Her mouth is wide—stretched beyond the common yawn, laugh, or scream. She sits upright, strained—her feet pushed hard against the Earth, legs opened enough for her child to fall into the hands of his awaiting father. The photograph is dense with detail—wooden barn, lamb and donkey atop hay. This is Mary, Joseph, and the infant Jesus as depicted by UK-based photographer Natalie Lennard. A part of Lennard’s Birth Undisturbed series, Creation of Man is one of many pieces by Lennard entrusted to gallerist Emily McEwan-Upright. A San Jose native, in 2019, McEwan-Upright took over a 1,200-square-foot storefront in downtown Gilroy to act as the home base for her feminist-minded art gallery. McEwan-Upright’s Gallery 1202 opened its doors that October, and by the end of November 2019, it was hosting its first group exhibition, Show Me Your Neon: A Feminist Dialogue. The collection was a clear statement of intent on McEwan-Upright’s part, who explains, “It was all about discussing the challenges that women face either as an artist or as a woman, or as a sister, or mother, challenges as a black woman, as a Chinese woman, as anything. I really wanted works that spoke about different things. I don’t want everything to be the same. I wanted it all to be different.” That first exhibit sits as a highlight and hallmark of the gallery headspace.

McEwan-Upright has a bachelor’s degree in art history from the University of California Santa Barbara as well a master’s degree in art history from the San Jose State University, an education that fostered her love of research, which facilitates her quest for a variety of female voices. Looking briefly at an exhibition roster at Gallery 1202 will show you artists from Slovakia and India, as well as McEwan-Upright’s neighbors in Gilroy. It is as vital to lift up local artists as it is to bring international artists to the community. “I definitely have a mission for the gallery. I want to elevate the artists in Gilroy, but also elevate these marginalized voices that haven’t been able to be represented because of either sex, race, or materials. That’s my big thing—do that while exposing people in Gilroy to more artists.”

I definitely have a mission for the gallery. I want to elevate the artists in Gilroy, but also elevate these marginalized voices that haven’t been able to be represented because of either sex, race, or materials. That’s my big thing—do that while exposing people in Gilroy to more artists.

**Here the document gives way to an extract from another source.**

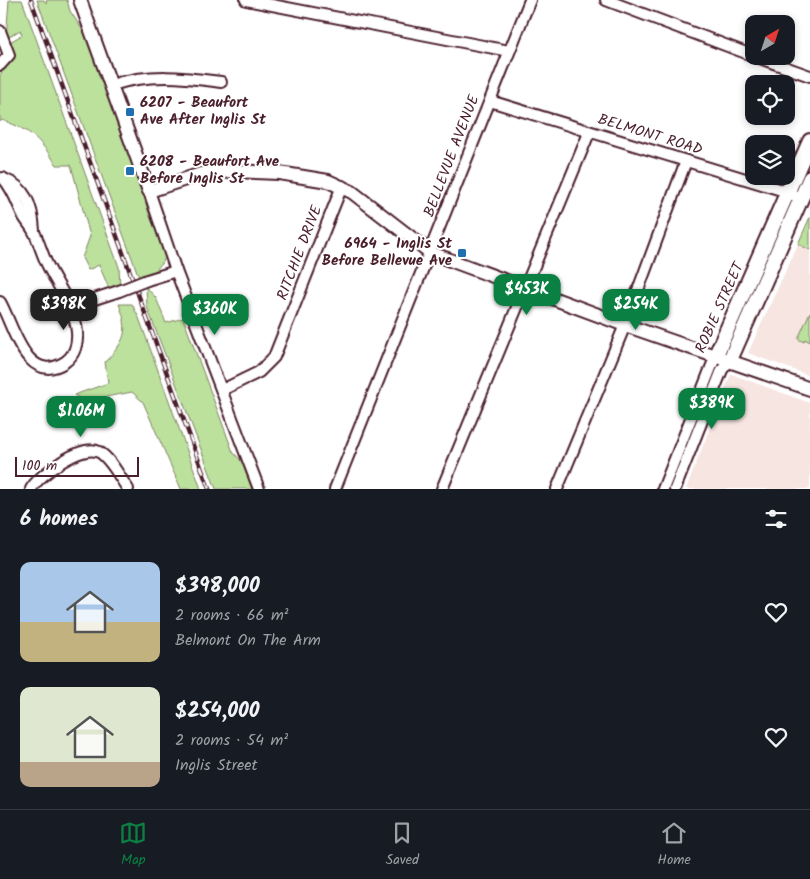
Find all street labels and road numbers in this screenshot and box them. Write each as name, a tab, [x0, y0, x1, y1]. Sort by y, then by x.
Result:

Throughout college, McEwan-Upright parlayed her bookkeeping experience into an enrolled agent certification and managed to launch Gallery 1202 while maintaining her career as a tax preparer. Her husband, US Navy Lieutenant Commander Rory Patrick Upright, gets called away often, but McEwan-Upright has help from her nearby parents and a cousin who assists with both the gallery as well as with McEwan-Upright’s tax practice. Her family and those of her artists and guests are fundamental to the success of the gallery’s goal. Children are welcomed with a bag of toys tucked behind a couch. This is life in full overlap—both personal and work life blending into the modern lifestyle of the working artist. With the shared experience of the working mother, McEwan-Upright builds an immediate connection between herself and the artists she chooses to work with. “A lot of them are women who have very young children, like I do. A lot of them that I met, I met with my children. They’ve met my kids, I’ve met their kids, and that’s not something that you get in a gallery environment. I want to support women who have the studio in the nook of their house.” This sentiment was echoed by artist Natalie Ciccoricco, “Emily visited my home studio, and we really hit it off. We’re both passionate about art, and we’re both juggling our art careers with motherhood, so we really bonded over that. It’s really remarkable how much she has achieved with her gallery in such a short time. I applaud her for her dedication to representing marginalized artists from the moment she opened her gallery. She works really hard to get her artists’
work seen.”

Beyond the exhibits at her Gilroy location, the gallery’s reach broadened through events like the LA Art Show, which saw over 75,000 in attendance over one weekend, and Superfine in San Francisco. McEwan-Upright had a full calendar leading up to the shelter-in-place order that has kept the gallery’s doors closed. She had to make some adjustments to her workflow to ensure the work she represents is visible and available to her audience. She has deepened the gallery’s online presence, finding success selling pieces through sites like Artsy, Artnet, and 1stdibs. If having the physical space connects her to the tightly knit nature of the community that binds Gilroy together, being forced to focus on the online sales helped Gallery 1202 gain exposure to a global audience. Online, there is no difference between a gallery in New York City, Los Angeles, or Gilroy. It is the art that moves, and now McEwan-Upright is regularly selling work across the country and across the world.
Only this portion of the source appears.